A message from the journalist Amitabh Pal about a mutual friend, David Barsamian of Alternative Radio in Colorado reminded me of this piece originally published in The News on Sunday, 8 Oct. 2006, about an event with Noam Chomsky where I first met David. The article is still all-too relevant, but the link no longer works so I’m sharing the piece here without any changes; just added some hyperlinks and photos.

Essential reading – and doing: Eqbal Ahmad

Book launch: The Selected Writings of Eqbal Ahmad, Cambridge, September 28, 2006.

Beena Sarwar

John Trumbour addressing the event. Panel: Beena Sarwar, Stuart Schaar, Margaret Cerullo, Noam Chomsky. Photo: Courtesy MAPA.

When Venezuelan president Hugo Chavez in his address to the UN on Sept 20, held up a copy of Noam Chomsky’s Hegemony or Survival: America’s Quest for Global Dominance (2003) and recommended it as essential reading to understand contemporary world politics, he could have been talking about The Selected Writings of Eqbal Ahmad, for which Chomsky, Eqbal’s long-time friend, wrote the foreword. Chavez identified “the hegemonic pretension of the North American imperialism” as “the greatest threat on this planet” to the survival of the human race.

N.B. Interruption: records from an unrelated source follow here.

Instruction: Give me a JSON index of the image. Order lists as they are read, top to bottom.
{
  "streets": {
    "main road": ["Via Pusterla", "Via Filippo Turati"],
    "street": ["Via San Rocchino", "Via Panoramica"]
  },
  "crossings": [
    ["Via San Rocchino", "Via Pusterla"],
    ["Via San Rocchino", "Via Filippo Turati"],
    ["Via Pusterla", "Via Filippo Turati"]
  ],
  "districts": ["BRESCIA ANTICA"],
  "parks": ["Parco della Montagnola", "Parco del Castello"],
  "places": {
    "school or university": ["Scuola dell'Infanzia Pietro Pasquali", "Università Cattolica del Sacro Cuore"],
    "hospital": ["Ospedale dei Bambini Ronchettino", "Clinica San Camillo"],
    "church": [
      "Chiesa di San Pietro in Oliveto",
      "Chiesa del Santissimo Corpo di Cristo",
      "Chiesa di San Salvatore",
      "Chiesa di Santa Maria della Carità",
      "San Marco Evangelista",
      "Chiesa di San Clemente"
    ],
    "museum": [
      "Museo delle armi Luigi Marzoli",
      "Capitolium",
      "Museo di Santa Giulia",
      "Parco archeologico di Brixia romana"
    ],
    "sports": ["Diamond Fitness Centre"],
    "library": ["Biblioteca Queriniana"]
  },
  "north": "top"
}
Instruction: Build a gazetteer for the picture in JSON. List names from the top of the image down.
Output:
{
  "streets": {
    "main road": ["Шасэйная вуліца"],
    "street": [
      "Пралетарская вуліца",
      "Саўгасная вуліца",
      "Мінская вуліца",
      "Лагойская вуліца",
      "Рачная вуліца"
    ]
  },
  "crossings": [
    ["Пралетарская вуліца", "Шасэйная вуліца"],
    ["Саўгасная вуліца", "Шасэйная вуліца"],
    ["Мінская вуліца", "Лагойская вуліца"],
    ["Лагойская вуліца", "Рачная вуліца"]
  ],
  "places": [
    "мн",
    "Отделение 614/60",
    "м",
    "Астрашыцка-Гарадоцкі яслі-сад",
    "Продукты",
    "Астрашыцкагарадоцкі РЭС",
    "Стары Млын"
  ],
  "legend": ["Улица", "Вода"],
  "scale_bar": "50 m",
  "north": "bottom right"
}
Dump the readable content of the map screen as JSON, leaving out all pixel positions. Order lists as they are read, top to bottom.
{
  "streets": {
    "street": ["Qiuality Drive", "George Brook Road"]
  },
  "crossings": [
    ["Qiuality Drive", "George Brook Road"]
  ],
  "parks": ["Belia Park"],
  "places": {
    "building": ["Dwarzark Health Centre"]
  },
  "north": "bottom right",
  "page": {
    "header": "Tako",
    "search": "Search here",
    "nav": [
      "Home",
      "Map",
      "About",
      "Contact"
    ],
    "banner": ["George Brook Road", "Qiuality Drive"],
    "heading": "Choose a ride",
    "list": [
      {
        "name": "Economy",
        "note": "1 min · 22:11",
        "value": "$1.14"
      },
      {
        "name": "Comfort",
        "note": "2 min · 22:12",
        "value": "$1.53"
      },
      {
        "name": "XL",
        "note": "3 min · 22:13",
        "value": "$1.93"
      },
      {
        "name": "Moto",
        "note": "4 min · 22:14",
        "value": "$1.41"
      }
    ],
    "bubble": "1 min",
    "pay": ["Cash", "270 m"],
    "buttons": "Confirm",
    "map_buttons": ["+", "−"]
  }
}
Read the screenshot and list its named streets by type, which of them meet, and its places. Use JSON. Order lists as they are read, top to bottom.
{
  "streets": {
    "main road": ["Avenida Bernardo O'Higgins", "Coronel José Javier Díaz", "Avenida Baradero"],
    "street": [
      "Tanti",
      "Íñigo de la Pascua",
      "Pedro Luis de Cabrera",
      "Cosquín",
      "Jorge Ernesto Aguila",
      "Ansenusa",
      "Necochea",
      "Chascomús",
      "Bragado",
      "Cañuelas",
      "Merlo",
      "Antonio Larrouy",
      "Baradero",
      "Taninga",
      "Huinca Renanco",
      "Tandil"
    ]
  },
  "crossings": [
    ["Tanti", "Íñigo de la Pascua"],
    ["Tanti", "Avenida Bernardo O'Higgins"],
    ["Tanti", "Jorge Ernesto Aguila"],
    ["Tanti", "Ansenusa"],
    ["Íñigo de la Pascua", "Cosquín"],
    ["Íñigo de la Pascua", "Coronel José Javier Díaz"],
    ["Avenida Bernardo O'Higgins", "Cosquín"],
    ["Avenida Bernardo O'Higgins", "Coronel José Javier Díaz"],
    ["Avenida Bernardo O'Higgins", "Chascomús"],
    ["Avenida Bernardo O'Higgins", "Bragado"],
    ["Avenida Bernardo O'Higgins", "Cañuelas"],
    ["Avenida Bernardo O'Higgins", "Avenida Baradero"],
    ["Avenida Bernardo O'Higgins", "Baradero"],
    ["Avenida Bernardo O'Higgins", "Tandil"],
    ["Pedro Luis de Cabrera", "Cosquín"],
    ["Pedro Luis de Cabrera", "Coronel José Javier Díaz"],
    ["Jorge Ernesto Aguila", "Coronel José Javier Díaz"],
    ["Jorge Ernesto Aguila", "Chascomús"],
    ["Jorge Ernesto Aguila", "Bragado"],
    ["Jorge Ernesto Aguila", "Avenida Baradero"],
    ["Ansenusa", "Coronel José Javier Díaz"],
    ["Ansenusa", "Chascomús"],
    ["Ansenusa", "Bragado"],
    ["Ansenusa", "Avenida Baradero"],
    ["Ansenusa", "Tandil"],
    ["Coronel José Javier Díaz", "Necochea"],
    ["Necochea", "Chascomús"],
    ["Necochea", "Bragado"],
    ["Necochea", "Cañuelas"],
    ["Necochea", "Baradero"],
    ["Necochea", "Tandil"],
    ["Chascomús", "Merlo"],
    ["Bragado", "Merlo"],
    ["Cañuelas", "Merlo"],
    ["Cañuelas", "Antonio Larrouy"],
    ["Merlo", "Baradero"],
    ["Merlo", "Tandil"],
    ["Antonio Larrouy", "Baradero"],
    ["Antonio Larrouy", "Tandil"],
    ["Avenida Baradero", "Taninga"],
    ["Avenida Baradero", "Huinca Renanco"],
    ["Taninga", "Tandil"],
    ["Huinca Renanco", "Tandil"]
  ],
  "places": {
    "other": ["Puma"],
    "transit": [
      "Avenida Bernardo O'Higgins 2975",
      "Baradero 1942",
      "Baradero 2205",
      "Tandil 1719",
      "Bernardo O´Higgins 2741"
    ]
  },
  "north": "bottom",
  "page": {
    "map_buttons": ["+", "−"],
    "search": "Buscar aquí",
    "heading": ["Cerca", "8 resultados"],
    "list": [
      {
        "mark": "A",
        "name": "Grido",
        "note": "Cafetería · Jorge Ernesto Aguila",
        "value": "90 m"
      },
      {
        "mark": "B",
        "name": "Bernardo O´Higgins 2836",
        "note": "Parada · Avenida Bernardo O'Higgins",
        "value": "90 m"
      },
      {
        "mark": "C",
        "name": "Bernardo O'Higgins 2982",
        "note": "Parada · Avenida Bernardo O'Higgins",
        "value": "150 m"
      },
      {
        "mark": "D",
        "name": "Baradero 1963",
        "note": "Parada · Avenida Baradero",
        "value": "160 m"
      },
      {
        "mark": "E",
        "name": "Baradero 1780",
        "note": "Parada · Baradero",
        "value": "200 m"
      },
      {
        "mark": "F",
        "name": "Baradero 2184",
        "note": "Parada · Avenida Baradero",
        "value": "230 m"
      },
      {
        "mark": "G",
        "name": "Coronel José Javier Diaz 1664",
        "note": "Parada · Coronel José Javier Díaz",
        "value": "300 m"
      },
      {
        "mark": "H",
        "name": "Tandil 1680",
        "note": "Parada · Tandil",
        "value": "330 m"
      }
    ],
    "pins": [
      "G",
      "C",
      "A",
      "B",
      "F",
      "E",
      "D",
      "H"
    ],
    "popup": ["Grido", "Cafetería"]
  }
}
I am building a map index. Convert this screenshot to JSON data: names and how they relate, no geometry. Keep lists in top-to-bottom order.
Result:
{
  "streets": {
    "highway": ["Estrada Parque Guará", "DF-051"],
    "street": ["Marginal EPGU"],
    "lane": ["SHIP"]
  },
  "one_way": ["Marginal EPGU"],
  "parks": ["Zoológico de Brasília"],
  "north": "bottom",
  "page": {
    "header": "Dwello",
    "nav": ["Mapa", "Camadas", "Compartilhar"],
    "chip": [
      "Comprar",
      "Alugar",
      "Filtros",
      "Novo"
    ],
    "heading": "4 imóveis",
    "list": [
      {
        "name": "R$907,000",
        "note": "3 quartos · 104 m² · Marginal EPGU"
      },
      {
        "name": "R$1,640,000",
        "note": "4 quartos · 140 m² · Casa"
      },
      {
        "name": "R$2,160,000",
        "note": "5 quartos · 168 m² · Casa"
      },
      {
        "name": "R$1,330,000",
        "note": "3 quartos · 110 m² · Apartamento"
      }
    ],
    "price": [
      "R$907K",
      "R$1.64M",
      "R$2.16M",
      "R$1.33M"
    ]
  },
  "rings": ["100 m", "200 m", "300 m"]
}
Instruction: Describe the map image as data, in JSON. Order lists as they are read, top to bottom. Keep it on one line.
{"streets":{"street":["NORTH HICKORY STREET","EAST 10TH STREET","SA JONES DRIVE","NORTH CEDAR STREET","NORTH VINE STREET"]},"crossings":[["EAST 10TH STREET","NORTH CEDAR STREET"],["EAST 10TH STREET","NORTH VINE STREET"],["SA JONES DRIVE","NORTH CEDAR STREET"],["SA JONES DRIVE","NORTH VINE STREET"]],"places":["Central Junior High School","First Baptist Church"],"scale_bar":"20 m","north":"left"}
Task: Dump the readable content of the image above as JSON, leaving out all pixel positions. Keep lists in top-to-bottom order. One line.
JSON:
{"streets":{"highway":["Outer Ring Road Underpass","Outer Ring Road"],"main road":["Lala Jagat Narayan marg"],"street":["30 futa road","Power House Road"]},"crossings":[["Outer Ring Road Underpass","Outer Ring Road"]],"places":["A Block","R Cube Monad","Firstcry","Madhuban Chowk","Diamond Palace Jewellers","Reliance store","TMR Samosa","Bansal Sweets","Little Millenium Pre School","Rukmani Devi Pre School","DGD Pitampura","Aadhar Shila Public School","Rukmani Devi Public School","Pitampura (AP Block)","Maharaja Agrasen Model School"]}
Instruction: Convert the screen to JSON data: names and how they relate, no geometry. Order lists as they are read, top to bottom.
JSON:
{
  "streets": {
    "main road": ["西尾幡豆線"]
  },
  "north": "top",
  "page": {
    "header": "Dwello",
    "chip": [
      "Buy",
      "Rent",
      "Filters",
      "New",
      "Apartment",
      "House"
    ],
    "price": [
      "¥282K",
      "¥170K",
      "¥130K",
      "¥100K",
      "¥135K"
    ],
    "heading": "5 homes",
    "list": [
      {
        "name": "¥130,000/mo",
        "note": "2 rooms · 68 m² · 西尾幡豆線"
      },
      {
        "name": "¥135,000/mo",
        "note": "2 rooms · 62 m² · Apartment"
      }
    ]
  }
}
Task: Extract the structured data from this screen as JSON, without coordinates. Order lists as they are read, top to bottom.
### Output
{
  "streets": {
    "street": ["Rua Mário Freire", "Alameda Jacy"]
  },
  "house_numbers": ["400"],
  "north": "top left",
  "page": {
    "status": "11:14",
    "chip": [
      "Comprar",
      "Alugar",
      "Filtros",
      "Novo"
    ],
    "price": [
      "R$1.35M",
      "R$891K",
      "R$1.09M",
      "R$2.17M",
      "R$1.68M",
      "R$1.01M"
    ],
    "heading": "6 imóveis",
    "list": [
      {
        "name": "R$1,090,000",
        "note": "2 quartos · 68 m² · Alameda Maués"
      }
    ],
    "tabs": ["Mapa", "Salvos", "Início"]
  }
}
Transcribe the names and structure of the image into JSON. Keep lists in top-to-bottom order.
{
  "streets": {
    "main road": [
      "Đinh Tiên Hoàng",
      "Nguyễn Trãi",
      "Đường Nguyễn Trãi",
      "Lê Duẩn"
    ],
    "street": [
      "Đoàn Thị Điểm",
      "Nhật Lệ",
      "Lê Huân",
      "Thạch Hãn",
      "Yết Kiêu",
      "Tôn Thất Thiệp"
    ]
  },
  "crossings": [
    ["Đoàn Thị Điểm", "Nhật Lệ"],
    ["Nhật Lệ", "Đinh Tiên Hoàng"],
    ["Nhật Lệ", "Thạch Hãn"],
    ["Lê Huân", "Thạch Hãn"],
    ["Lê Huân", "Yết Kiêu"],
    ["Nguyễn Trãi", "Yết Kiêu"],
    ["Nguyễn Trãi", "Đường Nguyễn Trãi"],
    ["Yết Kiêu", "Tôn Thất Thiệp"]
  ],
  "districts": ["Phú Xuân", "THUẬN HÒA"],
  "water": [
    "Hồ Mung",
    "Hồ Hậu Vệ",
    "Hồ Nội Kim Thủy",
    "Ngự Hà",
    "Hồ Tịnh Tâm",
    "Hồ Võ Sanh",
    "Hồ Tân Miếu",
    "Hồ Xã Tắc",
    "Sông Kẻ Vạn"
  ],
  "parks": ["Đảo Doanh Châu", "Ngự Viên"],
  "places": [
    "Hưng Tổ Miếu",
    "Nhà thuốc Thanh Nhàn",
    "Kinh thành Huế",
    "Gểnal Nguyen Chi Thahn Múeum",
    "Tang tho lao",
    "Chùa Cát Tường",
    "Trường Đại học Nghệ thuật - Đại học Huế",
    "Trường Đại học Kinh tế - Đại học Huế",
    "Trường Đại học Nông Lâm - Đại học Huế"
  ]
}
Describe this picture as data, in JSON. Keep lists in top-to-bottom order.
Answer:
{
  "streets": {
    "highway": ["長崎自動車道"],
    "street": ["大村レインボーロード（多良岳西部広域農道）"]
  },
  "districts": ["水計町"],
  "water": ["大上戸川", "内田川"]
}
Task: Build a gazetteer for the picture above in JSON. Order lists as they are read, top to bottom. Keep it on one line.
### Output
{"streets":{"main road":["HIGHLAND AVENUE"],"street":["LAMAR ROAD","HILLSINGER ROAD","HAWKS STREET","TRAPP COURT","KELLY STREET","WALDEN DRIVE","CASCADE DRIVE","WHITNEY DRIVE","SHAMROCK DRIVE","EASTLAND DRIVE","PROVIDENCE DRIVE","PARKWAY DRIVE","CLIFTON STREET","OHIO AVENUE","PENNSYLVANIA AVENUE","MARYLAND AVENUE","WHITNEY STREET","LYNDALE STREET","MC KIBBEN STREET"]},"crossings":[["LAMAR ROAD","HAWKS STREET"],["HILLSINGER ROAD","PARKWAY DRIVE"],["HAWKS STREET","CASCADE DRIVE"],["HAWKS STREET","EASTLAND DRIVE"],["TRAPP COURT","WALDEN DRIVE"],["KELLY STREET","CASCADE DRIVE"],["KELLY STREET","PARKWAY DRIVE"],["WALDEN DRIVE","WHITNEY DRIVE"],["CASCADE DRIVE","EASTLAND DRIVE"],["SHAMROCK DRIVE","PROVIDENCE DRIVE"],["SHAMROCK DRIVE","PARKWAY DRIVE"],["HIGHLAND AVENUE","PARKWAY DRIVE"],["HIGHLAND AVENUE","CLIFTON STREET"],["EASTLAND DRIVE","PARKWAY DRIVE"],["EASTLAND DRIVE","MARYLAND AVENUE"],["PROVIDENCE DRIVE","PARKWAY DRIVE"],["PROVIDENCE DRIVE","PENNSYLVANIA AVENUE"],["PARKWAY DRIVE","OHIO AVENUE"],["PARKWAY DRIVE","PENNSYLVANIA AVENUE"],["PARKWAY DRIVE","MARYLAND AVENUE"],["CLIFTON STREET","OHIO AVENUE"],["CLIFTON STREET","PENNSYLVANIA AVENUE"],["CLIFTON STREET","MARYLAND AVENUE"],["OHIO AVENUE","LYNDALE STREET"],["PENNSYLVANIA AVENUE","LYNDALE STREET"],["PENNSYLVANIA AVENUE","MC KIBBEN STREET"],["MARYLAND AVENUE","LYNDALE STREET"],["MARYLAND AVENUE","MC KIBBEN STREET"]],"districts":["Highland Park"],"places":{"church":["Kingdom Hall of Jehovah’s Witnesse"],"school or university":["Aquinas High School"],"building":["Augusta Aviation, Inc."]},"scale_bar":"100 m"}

The book that Jack launched (at HLS)

Chomsky also gave the main address for this collection of Eqbal Ahmad’s writings (Columbia University Press, 2006) at the book’s launch in Cambridge, USA, on September 28. John Trumpbour and Emran Qureshi of the Labor & Worklife Program at the Harvard Law School, who organised the event, didn’t publicise the event too aggressively because of the hype Chavez had generated for Chomsky.

The hall did get quite full, but they didn’t have to turn anyone away at the door. The venue may have had something to do with this. Chomsky, a linguistics professor now retired from the neighbouring MIT, is rarely invited to Harvard. Harvard Law School professor Alan Dershowtiz criticises Chomsky for being too “black and white” but often has to concede the basic truth of the points Chomsky makes.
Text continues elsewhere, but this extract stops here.